• **How to complete this task**
Word for word, restate the records from their first line through the line with "position:absolute; left:1272px; top:1148px;", both ends included; omit each picture.

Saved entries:
________________

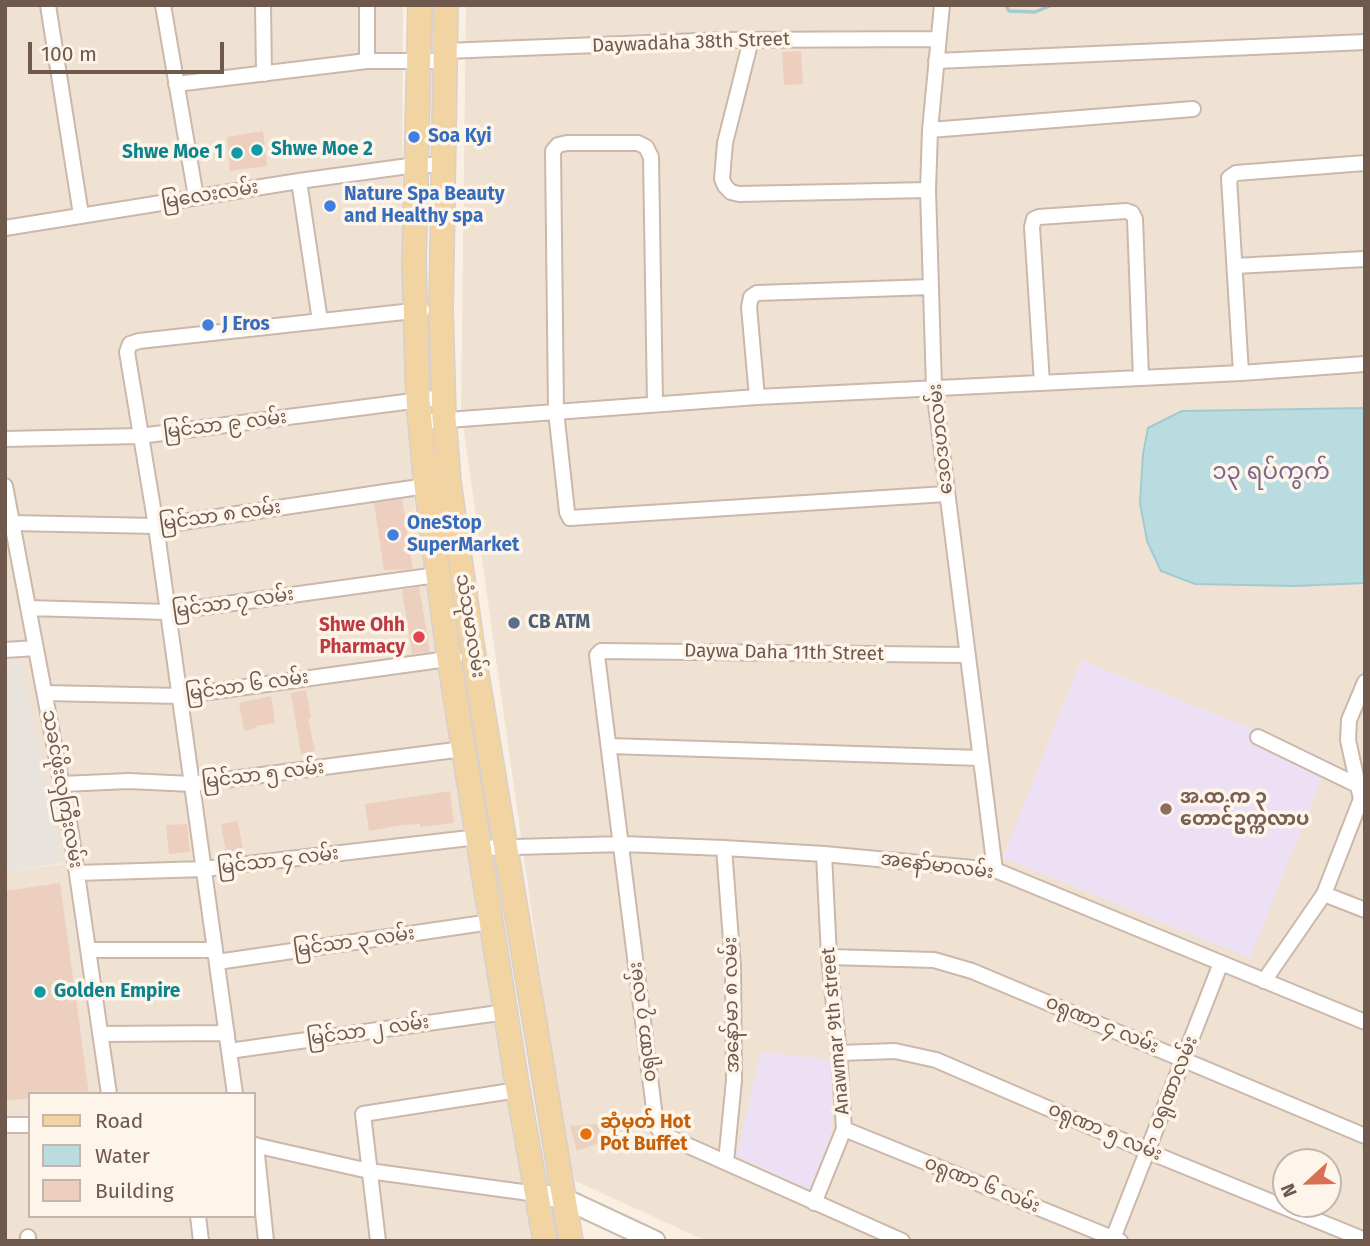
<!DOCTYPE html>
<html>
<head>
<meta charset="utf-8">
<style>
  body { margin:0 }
  #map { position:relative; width:1370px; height:1246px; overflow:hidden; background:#f9f0e3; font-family:"Fira Sans",sans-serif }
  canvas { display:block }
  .frame { position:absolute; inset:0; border:7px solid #6f584c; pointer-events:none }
  .legend { position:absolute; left:28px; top:1092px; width:228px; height:126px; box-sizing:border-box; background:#fdf5e9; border:2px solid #c4b6aa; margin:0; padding:9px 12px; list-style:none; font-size:21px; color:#6f584c }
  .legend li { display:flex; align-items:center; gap:14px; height:35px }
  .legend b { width:35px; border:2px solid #c4b6aa }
  .north { position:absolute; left:1272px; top:1148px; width:70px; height:70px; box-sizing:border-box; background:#fdf5e9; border:2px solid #c4b6aa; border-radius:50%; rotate:248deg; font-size:19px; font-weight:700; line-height:28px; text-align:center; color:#6f584c }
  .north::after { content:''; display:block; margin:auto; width:24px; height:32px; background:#d77055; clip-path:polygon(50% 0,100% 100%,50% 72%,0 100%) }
  .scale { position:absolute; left:28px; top:42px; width:196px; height:32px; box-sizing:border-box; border:4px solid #6f584c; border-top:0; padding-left:9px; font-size:21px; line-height:24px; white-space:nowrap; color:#6f584c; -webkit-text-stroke:5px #fdf5e9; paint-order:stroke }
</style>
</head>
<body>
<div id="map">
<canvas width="1370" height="1246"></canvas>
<div class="frame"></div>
<ul class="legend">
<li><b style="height:9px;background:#f2d3a2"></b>Road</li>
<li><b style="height:19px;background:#badce1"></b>Water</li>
<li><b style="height:19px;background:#eccfbe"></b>Building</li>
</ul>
<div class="north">N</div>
<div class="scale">100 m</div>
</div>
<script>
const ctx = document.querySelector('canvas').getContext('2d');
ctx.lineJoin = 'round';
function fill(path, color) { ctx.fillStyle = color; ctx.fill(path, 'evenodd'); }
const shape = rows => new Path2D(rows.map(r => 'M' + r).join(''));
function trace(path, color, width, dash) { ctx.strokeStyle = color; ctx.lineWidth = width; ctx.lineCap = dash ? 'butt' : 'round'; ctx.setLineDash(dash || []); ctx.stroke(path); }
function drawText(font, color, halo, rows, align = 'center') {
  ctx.font = font + ' "Fira Sans","Noto Sans Myanmar",sans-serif'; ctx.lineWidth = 7; ctx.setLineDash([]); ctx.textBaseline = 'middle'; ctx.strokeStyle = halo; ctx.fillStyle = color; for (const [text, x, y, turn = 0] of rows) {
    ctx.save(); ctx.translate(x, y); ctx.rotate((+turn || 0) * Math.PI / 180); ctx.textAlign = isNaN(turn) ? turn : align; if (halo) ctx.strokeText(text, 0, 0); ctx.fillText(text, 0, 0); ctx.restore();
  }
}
fill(shape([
  [5,5,403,5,402,217,414,502,539,1241,5,1241,5,872,63,864,21,663,5,665],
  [30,1094,254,1094,254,1216,30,1216],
  [466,5,1365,5,1365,1241,706,1241,569,1178,461,410],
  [1286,1162,1328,1162,1328,1204,1286,1204]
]), '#f0e2d3');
fill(shape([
  [21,663,63,863,5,872,5,665]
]), '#e9e3de');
fill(shape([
  [1081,660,1329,760,1250,958,1003,858],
  [761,1052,832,1060,832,1132,809,1190,737,1156]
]), '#ede0f5');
const water = shape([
  [1365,408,1365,583,1294,586,1195,584,1161,571,1147,541,1140,503,1143,454,1148,428,1182,411,1365,408]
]);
fill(water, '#badce1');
trace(water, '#a2cad1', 2);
trace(shape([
  [1006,5,1009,11,1035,12,1052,5]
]), '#a2cad1', 3.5);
fill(shape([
  [801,51,803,84,784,85,782,52],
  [263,131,267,166,230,171,227,137],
  [402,499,413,569,384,570,374,503],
  [419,587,430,652,412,654,402,590],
  [306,690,311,718,308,719,315,751,301,754,291,693],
  [271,696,275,723,256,726,257,728,244,731,239,703],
  [450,791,454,823,420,827,420,824,403,825,369,831,365,804],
  [238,821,243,850,226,852,221,824],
  [187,824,190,852,169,854,166,825],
  [60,883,89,1094,30,1094,30,1099,5,1100,5,891],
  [598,1124,602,1142,577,1151,570,1126]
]), '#eccfbe');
const street = shape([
  [48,5,81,215],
  [163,5,196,197],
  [263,5,264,74],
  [367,5,367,61],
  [942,5,930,130,928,190,934,388,995,870],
  [751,40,725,143,722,179,725,186,731,192,739,194,928,190],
  [445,51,725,40,938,39],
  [936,61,1365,42],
  [176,84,367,61,444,61],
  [930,130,1193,109],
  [299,181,320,321],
  [5,228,299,181,416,165,442,165],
  [1235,266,1365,259],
  [1241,373,1229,178,1236,173,1365,163],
  [1042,383,1032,227,1034,219,1039,217,1126,211,1132,213,1135,219,1141,378],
  [757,397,749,307,751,297,757,293,931,287],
  [655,404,651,157,646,147,638,143,567,143,558,145,553,151,556,411,567,512,570,518,946,494],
  [421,422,757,397,1241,373,1365,364],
  [5,439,140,436,444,397],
  [5,486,71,833,109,1094],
  [12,523,156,526,426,486],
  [28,608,168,612,437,575],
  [5,650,36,648],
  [45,693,180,696,455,658],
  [1258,737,1359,786],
  [610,746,980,758],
  [62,784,129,781,192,784,463,749],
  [480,848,622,844,724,848,824,854,995,870,1365,1022],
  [724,848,733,967,734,1080,726,1162],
  [77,873,204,869,478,837],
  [1324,894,1365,910],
  [89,950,215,950],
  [829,957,934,960,972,971,1365,1136],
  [217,962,491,922],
  [1264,981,1324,894,1361,799,1348,740,1349,720,1365,682],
  [101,1034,227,1033],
  [229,1051,506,1012],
  [839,1053,895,1051,936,1060,1147,1151,1365,1240],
  [235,1094,156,526,127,352,130,344,139,341,422,310],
  [5,1125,30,1125],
  [844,1129,1120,1241],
  [254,1145,369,1171,537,1194],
  [256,1145,266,1241],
  [814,1203,844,1129,839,1053,829,957,824,854],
  [198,1216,201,1241],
  [28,1241,28,1237],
  [378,1241,363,1114,518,1090],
  [902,1241,662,1134,656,1125,597,655,601,651,967,655],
  [1112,1241,1221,963]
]);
const secondary = shape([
  [537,1194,563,1198,655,1241]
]);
const primary = shape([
  [420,5,414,264,418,400,426,486,449,658,518,1090,545,1241],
  [446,5,441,310,444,419,449,482,474,657,571,1241]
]);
trace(street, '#c9b8ab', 18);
trace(secondary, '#cebaac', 23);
trace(primary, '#d7d0cd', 26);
trace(street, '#fff', 14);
trace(secondary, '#fff', 19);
trace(primary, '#f2d3a2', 23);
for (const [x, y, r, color] of [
  [414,137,7,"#3f7fe0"],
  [257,150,7,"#0f9aa8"],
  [237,153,7,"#0f9aa8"],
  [330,206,7,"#3f7fe0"],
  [208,325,7,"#3f7fe0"],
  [393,535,7,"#3f7fe0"],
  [514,623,7,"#5c6f8a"],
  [419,637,7,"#e0444e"],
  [1166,809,7,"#8d6e63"],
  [40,992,7,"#0f9aa8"],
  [586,1134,7,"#e8710a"]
]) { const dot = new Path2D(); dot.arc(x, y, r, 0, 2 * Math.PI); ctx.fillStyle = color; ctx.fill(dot); trace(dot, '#fdf5e9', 2.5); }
drawText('19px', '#6f584c', '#fdf5e9', [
  ["Daywadaha 38th Street",691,43,-2],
  ["မြလေးလမ်း",210,195,-9],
  ["မြင်သာ ၉ လမ်း",225,425,-7],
  ["ဒေဝဒဟလမ်း",941,439,-96],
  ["မြင်သာ ၈ လမ်း",220,516,-8],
  ["မြင်သာ ၇ လမ်း",233,603,-8],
  ["သံသုမာလမ်း",470,626,81],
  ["Daywa Daha 11th Street",784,653,1],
  ["မြင်သာ ၆ လမ်း",247,686,-8],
  ["မြင်သာ ၅ လမ်း",263,775,-7],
  ["သခင်ဖိုးလှကြီးလမ်း",62,789,80],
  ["မြင်သာ ၄ လမ်း",278,861,-7],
  ["အနော်မာလမ်း",937,866,7],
  ["မြင်သာ ၃ လမ်း",354,942,-8],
  ["အနော်မာ ၈ လမ်း",732,1005,-91],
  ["၀ရုဏာ ၇ လမ်း",643,1022,-97],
  ["၀ရုဏာ ၄ လမ်း",1102,1025,23],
  ["မြင်သာ ၂ လမ်း",368,1031,-8],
  ["Anawmar 9th street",836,1031,-95],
  ["၀ရုဏာလမ်း",1174,1083,-68],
  ["၀ရုဏာ ၅ လမ်း",1105,1132,23],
  ["၀ရုဏာ ၆ လမ်း",982,1185,22]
]);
drawText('bold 19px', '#366cbe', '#fdf5e9', [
  ["Soa Kyi",428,137],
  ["Nature Spa Beauty",344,195],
  ["and Healthy spa",344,217],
  ["J Eros",222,325],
  ["OneStop",407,524],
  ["SuperMarket",407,546]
], 'left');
drawText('bold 19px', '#0d838f', '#fdf5e9', [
  ["Shwe Moe 2",271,150],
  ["Shwe Moe 1",223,153,"right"],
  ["Golden Empire",54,992]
], 'left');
drawText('bold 19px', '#4e5e75', '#fdf5e9', [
  ["CB ATM",528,623]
], 'left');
drawText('bold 19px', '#be3a42', '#fdf5e9', [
  ["Shwe Ohh",405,626],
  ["Pharmacy",405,648]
], 'right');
drawText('bold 19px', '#785e54', '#fdf5e9', [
  ["အ.ထ.က ၃",1180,798],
  ["တောင်ဥက္ကလာပ",1180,820]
], 'left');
drawText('bold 19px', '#c56008', '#fdf5e9', [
  ["ဆုံမှတ် Hot",600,1123],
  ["Pot Buffet",600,1145]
], 'left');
drawText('23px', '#7d648b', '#fdf5e9', [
  ["၁၃ ရပ်ကွက်",1271,473]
]);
</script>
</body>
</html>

________________

• **Solution**
<!DOCTYPE html>
<html>
<head>
<meta charset="utf-8">
<style>
  body { margin:0 }
  #map { position:relative; width:1370px; height:1246px; overflow:hidden; background:#f9f0e3; font-family:"Fira Sans",sans-serif }
  canvas { display:block }
  .frame { position:absolute; inset:0; border:7px solid #6f584c; pointer-events:none }
  .legend { position:absolute; left:28px; top:1092px; width:228px; height:126px; box-sizing:border-box; background:#fdf5e9; border:2px solid #c4b6aa; margin:0; padding:9px 12px; list-style:none; font-size:21px; color:#6f584c }
  .legend li { display:flex; align-items:center; gap:14px; height:35px }
  .legend b { width:35px; border:2px solid #c4b6aa }
  .north { position:absolute; left:1272px; top:1148px; width:70px; height:70px; box-sizing:border-box; background:#fdf5e9; border:2px solid #c4b6aa; border-radius:50%; rotate:248deg; font-size:19px; font-weight:700; line-height:28px; text-align:center; color:#6f584c }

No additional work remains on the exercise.